-- Exercise description --
Search the data below for "halo"; list each line that holds it.

Top of Supplied data

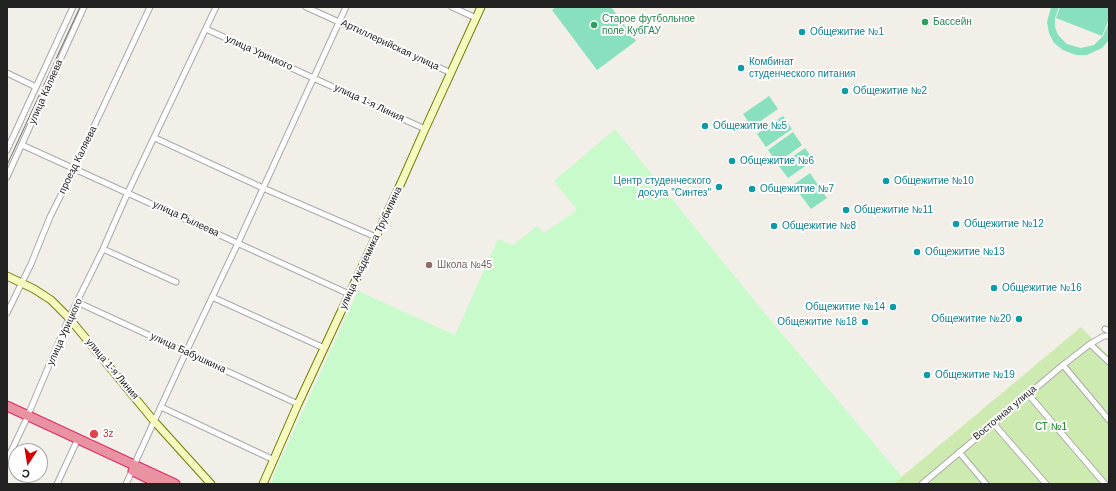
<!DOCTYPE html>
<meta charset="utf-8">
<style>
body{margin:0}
#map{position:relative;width:1116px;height:491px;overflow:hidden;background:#f2efe9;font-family:Arial,sans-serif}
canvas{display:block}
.frame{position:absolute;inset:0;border:8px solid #222;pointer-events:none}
.north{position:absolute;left:8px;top:443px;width:40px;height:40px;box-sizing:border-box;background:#fff;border:1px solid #a7a7a7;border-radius:50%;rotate:192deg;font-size:11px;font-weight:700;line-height:16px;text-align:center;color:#222}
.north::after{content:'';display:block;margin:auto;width:14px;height:18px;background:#d40000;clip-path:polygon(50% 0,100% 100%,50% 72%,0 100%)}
</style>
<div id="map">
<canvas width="1116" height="491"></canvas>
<div class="frame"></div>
<div class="north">С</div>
</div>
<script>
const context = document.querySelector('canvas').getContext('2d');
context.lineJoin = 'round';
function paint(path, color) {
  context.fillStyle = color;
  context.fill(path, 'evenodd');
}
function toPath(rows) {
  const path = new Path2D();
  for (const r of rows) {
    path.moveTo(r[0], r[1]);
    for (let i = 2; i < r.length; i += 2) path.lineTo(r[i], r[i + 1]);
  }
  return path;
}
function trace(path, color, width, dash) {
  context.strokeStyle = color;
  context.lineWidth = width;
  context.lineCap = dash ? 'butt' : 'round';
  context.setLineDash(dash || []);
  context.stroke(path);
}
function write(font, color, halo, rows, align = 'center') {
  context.font = font + ' Arial,sans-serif';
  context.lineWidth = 4;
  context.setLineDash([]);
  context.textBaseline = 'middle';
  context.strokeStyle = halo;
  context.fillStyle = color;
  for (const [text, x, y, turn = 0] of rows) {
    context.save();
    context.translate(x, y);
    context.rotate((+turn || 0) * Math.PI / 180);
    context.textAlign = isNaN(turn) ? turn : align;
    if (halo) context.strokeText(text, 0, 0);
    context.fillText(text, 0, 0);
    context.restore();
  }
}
paint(toPath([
 [1081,327,1109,356,1109,484,893,484]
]), '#cdebb0');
paint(toPath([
 [615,129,758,305,902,477,893,484,272,484,273,476,358,291,455,335,498,239,513,245,537,226,544,233,577,210,554,181]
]), '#c8facc');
paint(toPath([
 [556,7,611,7,636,41,597,70,552,10],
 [1051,7,1059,7,1055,18,1055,27,1058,35,1067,44,1081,48,1094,45,1103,36,1109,22,1109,40,1102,48,1087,55,1076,55,1063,50,1054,43,1049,33,1047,22],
 [1060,7,1109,7,1109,19,1102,36,1056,18],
 [769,96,778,109,752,127,743,114],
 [783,116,792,129,766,147,757,134],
 [793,132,802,145,777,163,768,150],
 [805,148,814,160,788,178,779,166],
 [810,173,818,185,802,197,793,185],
 [818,186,827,198,811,209,802,197]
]), '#88e0be');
const street = toPath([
 [306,7,451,73],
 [452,7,476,18],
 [206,29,425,129],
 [7,73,36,87],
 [155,138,263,188,376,237],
 [22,145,349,294],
 [7,150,73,7],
 [7,177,84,7],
 [103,249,176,282],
 [212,297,324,348],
 [77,302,298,404],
 [7,313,31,264,50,217,74,169,150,7],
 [1105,329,1109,331],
 [1090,344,1109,362],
 [1063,365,1109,420],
 [1028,394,1105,484],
 [161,407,274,460],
 [28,415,69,318,103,249,128,192,216,7],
 [993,423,1046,484],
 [959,452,986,484],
 [7,460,26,420],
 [134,465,186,352,238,243,346,7],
 [57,484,76,443],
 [126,484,132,471],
 [922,484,1063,365,1090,344,1104,336,1109,336]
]);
const secondary = toPath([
 [7,276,34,289,51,300,69,318,154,421,211,484],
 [263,484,298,404,401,183,425,129,481,7]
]);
const highway = toPath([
 [7,406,175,484],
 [133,471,160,484]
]);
trace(street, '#a9a9a9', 7);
trace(secondary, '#707d05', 9);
trace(highway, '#dc2a67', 11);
trace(street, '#fff', 5);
trace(secondary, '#f7fabf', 7);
trace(highway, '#e892a2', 9);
trace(toPath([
 [7,165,80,7]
]), '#707070', 1);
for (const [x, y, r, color] of [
 [925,22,4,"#2e9e5b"],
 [594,25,4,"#2e9e5b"],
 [802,32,4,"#0f9aa8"],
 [741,68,4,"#0f9aa8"],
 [845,91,4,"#0f9aa8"],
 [705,126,4,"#0f9aa8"],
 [732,161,4,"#0f9aa8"],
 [886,181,4,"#0f9aa8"],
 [719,187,4,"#0f9aa8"],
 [752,189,4,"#0f9aa8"],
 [846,210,4,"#0f9aa8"],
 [956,224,4,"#0f9aa8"],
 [774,226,4,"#0f9aa8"],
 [917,252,4,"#0f9aa8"],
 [429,265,4,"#8d6e63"],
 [994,288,4,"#0f9aa8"],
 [893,307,4,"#0f9aa8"],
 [1019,319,4,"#0f9aa8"],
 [865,322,4,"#0f9aa8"],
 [927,375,4,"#0f9aa8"],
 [94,434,5,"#e0444e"]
]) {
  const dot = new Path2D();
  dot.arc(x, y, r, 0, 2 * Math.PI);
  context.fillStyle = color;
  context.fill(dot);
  trace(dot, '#fff', 1.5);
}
write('10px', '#27864d', '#fff', [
 ["Старое футбольное",602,19],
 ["поле КубГАУ",602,31],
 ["Бассейн",933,22]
], 'left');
write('10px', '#0d838f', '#fff', [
 ["Общежитие №1",810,32],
 ["Комбинат",749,62],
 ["студенческого питания",749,74],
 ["Общежитие №2",853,91],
 ["Общежитие №5",713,126],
 ["Общежитие №6",740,161],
 ["Центр студенческого",711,181,"right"],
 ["досуга \"Синтез\"",711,193,"right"],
 ["Общежитие №10",894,181],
 ["Общежитие №7",760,189],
 ["Общежитие №11",854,210],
 ["Общежитие №12",964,224],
 ["Общежитие №8",782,226],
 ["Общежитие №13",925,252],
 ["Общежитие №16",1002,288],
 ["Общежитие №14",885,307,"right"],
 ["Общежитие №20",1011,319,"right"],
 ["Общежитие №18",857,322,"right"],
 ["Общежитие №19",935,375]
], 'left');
write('10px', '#222', '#fff', [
 ["Артиллерийская улица",390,45,25],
 ["улица Урицкого",259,53,24],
 ["улица Каляева",46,92,-66],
 ["улица 1-я Линия",369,103,25],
 ["проезд Каляева",78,160,-64],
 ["улица Рылеева",186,219,25],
 ["улица Академика Трубилина",371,248,-65],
 ["улица Урицкого",65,332,-66],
 ["улица Бабушкина",188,353,25],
 ["улица 1-я Линия",112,369,50],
 ["Восточная улица",1005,413,-40]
]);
write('10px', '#785e54', '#fff', [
 ["Школа №45",437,265]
], 'left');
write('10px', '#0c8416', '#fff', [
 ["СТ №1",1051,427]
]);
write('10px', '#be3a42', '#fff', [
 ["3z",103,434]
], 'left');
</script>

Bottom of Supplied data

-- Solved exercise --
function write(font, color, halo, rows, align = 'center') {
  context.strokeStyle = halo;
    if (halo) context.strokeText(text, 0, 0);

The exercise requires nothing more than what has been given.